Only one stretch of the data below should be repeated: the lines from the line containing "Quick job: Build" through the line containing "For a GIS import: Convert", inclusive, exactly as they are.

============================================================

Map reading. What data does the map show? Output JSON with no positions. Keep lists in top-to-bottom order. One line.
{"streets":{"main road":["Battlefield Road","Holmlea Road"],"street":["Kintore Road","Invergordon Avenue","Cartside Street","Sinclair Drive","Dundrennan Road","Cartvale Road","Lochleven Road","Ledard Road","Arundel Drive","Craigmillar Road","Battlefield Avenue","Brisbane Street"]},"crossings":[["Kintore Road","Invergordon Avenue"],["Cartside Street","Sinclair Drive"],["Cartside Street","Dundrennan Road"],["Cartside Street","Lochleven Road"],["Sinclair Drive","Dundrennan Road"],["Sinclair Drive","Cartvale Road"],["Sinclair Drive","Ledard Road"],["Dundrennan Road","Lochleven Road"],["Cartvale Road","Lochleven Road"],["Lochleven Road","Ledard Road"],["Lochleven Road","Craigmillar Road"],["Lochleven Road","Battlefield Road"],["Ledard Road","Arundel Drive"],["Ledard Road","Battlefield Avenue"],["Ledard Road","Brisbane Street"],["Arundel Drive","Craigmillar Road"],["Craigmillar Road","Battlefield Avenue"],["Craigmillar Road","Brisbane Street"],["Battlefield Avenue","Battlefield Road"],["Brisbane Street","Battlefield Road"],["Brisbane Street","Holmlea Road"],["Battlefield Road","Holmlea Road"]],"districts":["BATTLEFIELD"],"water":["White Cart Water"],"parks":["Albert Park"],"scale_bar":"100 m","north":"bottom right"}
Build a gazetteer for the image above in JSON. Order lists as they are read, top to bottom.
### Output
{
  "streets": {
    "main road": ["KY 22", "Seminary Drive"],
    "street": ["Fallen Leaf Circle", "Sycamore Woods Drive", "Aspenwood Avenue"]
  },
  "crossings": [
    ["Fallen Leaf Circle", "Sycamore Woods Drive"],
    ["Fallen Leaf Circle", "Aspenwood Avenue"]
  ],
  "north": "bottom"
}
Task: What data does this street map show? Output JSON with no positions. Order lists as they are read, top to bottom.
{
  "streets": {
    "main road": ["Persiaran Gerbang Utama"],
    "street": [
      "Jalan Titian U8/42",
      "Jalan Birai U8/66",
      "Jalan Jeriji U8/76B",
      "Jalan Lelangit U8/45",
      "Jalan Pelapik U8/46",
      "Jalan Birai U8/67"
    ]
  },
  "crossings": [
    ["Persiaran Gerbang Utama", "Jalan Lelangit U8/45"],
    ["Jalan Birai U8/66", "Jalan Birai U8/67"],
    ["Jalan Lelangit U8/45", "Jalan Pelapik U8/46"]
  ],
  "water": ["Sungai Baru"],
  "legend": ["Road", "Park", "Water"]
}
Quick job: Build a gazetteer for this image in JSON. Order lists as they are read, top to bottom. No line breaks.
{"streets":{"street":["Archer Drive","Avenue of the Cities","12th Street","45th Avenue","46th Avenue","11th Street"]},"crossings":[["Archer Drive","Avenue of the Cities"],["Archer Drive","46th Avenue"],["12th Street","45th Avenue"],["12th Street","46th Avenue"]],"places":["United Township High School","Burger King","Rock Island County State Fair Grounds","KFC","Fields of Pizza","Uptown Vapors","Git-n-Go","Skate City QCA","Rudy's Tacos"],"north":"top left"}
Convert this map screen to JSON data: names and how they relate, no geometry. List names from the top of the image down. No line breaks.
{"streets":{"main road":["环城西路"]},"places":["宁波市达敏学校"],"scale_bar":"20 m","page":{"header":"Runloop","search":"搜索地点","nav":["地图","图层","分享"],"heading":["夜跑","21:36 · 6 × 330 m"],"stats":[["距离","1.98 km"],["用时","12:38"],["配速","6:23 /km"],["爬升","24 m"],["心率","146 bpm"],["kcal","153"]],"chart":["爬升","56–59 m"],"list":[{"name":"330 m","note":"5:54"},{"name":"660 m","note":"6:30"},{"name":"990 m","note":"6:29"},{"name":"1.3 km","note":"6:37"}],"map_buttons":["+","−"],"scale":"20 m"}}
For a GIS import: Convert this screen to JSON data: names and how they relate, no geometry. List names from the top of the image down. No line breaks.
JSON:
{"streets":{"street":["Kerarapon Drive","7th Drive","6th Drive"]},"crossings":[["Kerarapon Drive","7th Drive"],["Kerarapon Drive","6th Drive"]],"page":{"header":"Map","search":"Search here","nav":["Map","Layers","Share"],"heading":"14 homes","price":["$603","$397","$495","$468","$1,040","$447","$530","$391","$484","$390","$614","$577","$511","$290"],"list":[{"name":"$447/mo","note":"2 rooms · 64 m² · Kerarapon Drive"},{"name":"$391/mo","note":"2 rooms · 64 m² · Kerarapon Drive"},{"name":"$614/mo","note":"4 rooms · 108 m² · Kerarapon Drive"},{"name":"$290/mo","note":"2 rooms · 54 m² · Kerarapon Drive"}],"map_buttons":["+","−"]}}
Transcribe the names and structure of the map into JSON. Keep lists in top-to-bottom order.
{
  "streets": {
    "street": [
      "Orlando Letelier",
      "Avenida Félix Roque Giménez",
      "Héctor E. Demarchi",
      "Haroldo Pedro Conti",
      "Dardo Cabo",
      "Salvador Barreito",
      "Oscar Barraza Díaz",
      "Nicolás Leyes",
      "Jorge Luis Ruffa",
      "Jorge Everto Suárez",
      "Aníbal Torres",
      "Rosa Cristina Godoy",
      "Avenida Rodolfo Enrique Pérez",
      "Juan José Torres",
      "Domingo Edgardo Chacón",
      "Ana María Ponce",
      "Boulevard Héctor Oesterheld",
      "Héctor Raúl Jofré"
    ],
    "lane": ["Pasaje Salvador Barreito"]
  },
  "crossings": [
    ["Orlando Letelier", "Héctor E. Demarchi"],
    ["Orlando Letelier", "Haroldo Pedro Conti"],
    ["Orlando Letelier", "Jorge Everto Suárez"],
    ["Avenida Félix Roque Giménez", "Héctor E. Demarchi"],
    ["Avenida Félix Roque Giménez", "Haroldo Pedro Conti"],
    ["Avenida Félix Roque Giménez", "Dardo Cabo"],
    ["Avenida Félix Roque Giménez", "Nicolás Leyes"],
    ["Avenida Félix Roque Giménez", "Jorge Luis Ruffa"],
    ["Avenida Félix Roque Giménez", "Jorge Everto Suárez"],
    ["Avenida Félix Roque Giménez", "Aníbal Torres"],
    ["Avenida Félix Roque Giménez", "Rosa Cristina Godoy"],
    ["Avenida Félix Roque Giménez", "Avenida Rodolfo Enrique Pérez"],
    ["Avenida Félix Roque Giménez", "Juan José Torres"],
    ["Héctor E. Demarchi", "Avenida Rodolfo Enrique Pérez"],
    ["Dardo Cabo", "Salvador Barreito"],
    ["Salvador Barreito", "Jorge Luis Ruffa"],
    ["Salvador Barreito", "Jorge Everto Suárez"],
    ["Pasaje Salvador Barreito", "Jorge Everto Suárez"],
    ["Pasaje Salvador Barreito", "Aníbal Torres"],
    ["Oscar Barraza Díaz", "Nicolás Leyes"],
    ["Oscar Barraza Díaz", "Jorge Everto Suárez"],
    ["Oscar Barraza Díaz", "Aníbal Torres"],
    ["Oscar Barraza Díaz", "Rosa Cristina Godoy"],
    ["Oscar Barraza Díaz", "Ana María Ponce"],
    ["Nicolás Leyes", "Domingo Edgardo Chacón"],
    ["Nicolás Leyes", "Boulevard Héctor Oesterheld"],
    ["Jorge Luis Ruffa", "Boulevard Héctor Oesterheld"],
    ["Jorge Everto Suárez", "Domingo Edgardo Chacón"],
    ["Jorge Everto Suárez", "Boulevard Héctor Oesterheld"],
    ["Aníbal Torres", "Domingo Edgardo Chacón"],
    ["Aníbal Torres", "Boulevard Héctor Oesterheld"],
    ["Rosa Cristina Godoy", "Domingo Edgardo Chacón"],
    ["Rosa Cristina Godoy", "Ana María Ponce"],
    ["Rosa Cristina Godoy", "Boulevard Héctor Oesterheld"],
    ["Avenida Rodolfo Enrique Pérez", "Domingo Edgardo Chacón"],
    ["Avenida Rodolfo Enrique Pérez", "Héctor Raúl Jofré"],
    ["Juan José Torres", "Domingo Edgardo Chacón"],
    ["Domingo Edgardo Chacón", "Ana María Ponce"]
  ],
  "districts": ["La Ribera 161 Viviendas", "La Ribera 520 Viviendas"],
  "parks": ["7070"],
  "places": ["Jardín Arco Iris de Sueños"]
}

============================================================

**RESPONSE BELOW:**
Quick job: Build a gazetteer for this image in JSON. Order lists as they are read, top to bottom. No line breaks.
{"streets":{"street":["Archer Drive","Avenue of the Cities","12th Street","45th Avenue","46th Avenue","11th Street"]},"crossings":[["Archer Drive","Avenue of the Cities"],["Archer Drive","46th Avenue"],["12th Street","45th Avenue"],["12th Street","46th Avenue"]],"places":["United Township High School","Burger King","Rock Island County State Fair Grounds","KFC","Fields of Pizza","Uptown Vapors","Git-n-Go","Skate City QCA","Rudy's Tacos"],"north":"top left"}
Convert this map screen to JSON data: names and how they relate, no geometry. List names from the top of the image down. No line breaks.
{"streets":{"main road":["环城西路"]},"places":["宁波市达敏学校"],"scale_bar":"20 m","page":{"header":"Runloop","search":"搜索地点","nav":["地图","图层","分享"],"heading":["夜跑","21:36 · 6 × 330 m"],"stats":[["距离","1.98 km"],["用时","12:38"],["配速","6:23 /km"],["爬升","24 m"],["心率","146 bpm"],["kcal","153"]],"chart":["爬升","56–59 m"],"list":[{"name":"330 m","note":"5:54"},{"name":"660 m","note":"6:30"},{"name":"990 m","note":"6:29"},{"name":"1.3 km","note":"6:37"}],"map_buttons":["+","−"],"scale":"20 m"}}
For a GIS import: Convert this screen to JSON data: names and how they relate, no geometry. List names from the top of the image down. No line breaks.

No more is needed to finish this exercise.